Carbono Oculto 86: MP denuncia 12 investigados por lavagem de dinheiro para o PCC em postos de combustíveis

Ministério Público pede a condenação dos denunciados ao pagamento de cerca de R$ 74,2 milhões por danos morais coletivos.

O Ministério Público do Estado do Piauí (MP-PI) apresentou denúncia contra 12 pessoas investigadas na "Operação Carbono Oculto 86", deflagrada em novembro de 2025 nos estados do Piauí, Maranhão e Tocantins. A investigação apura um esquema suspeito de utilizar postos de combustíveis, empresas de fachada, fintechs e fundos de investimento para lavar dinheiro para a facção Primeiro Comando da Capital (PCC).

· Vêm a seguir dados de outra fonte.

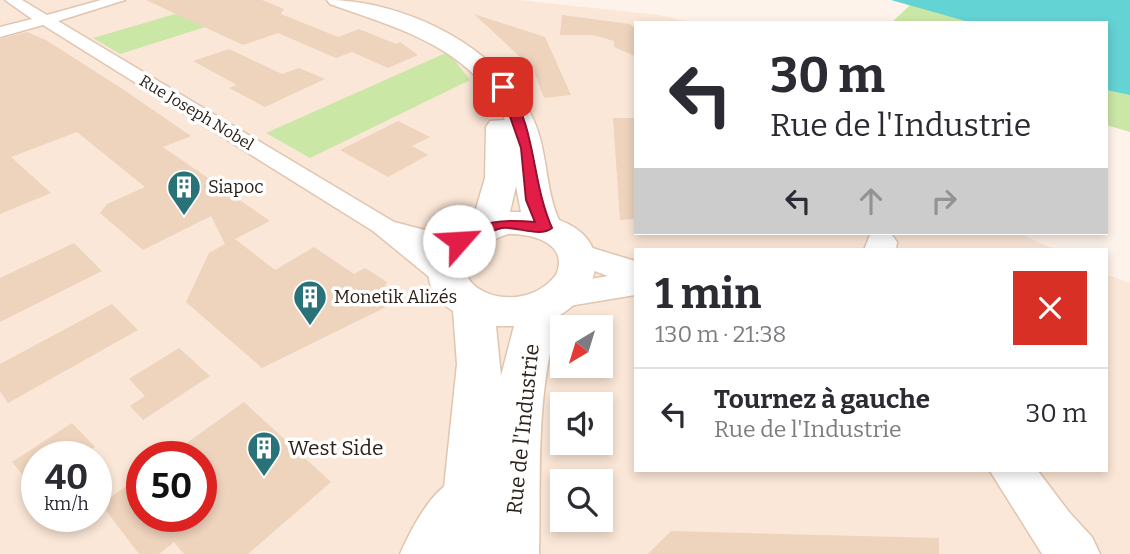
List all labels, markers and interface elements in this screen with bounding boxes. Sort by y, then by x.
text: 30 m [770,46,885,105]
icon: left [655,49,746,140]
pin [473,57,533,117]
icon: arrive [484,68,522,106]
street label: Rue Joseph Nobel [136,71,258,154]
text: Rue de l'Industrie [770,106,1031,144]
building icon: Siapoc [165,168,203,217]
place label: Siapoc [208,176,264,198]
icon: left [779,182,817,220]
icon: ahead [852,182,890,220]
icon: right [925,182,963,220]
position arrow [422,204,496,278]
text: 1 min [655,269,761,319]
button: close [1013,271,1087,345]
building icon: Monetik Alizés [291,278,329,327]
place label: Monetik Alizés [334,286,457,308]
north arrow [550,315,612,378]
map controls [550,315,613,532]
text: 130 m · 21:38 [655,320,786,348]
street label: Rue de l'Industrie [501,342,545,516]
text: Tournez à gauche [714,384,930,415]
button: sound [550,392,613,455]
icon: left [655,395,693,433]
text: 30 m [1026,398,1087,429]
text: Rue de l'Industrie [714,415,902,443]
building icon: West Side [245,429,283,478]
place label: West Side [288,435,383,461]
speed limit sign: 50 [126,441,217,532]
text: 40 [45,456,88,498]
button: search [550,469,613,532]
text: km/h [44,493,89,515]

 Operação Carbono Oculto 86 - Foto: SSP-PI   

A denúncia foi oferecida pelo Grupo de Atuação Especial de Combate ao Crime Organizado (Gaeco) e pela 6ª Promotoria de Justiça de Teresina. Segundo o Ministério Público, o grupo investigado integraria um núcleo financeiro e operacional ligado à organização criminosa.

De acordo com a acusação, os investigados são suspeitos de crimes como adulteração de combustíveis, fraude no abastecimento de consumidores, falsidade ideológica e lavagem de capitais. As irregularidades teriam ocorrido entre os anos de 2016 e 2025.

As investigações começaram após denúncias e registros de boletins de ocorrência feitos por consumidores que relataram problemas na qualidade dos combustíveis. As suspeitas foram confirmadas por fiscalizações realizadas por órgãos como o Instituto de Metrologia do Estado do Piauí (Imepi), o Instituto Nacional de Metrologia, Qualidade e Tecnologia (Inmetro), a Agência Nacional do Petróleo, Gás Natural e Biocombustíveis (ANP) e o Procon.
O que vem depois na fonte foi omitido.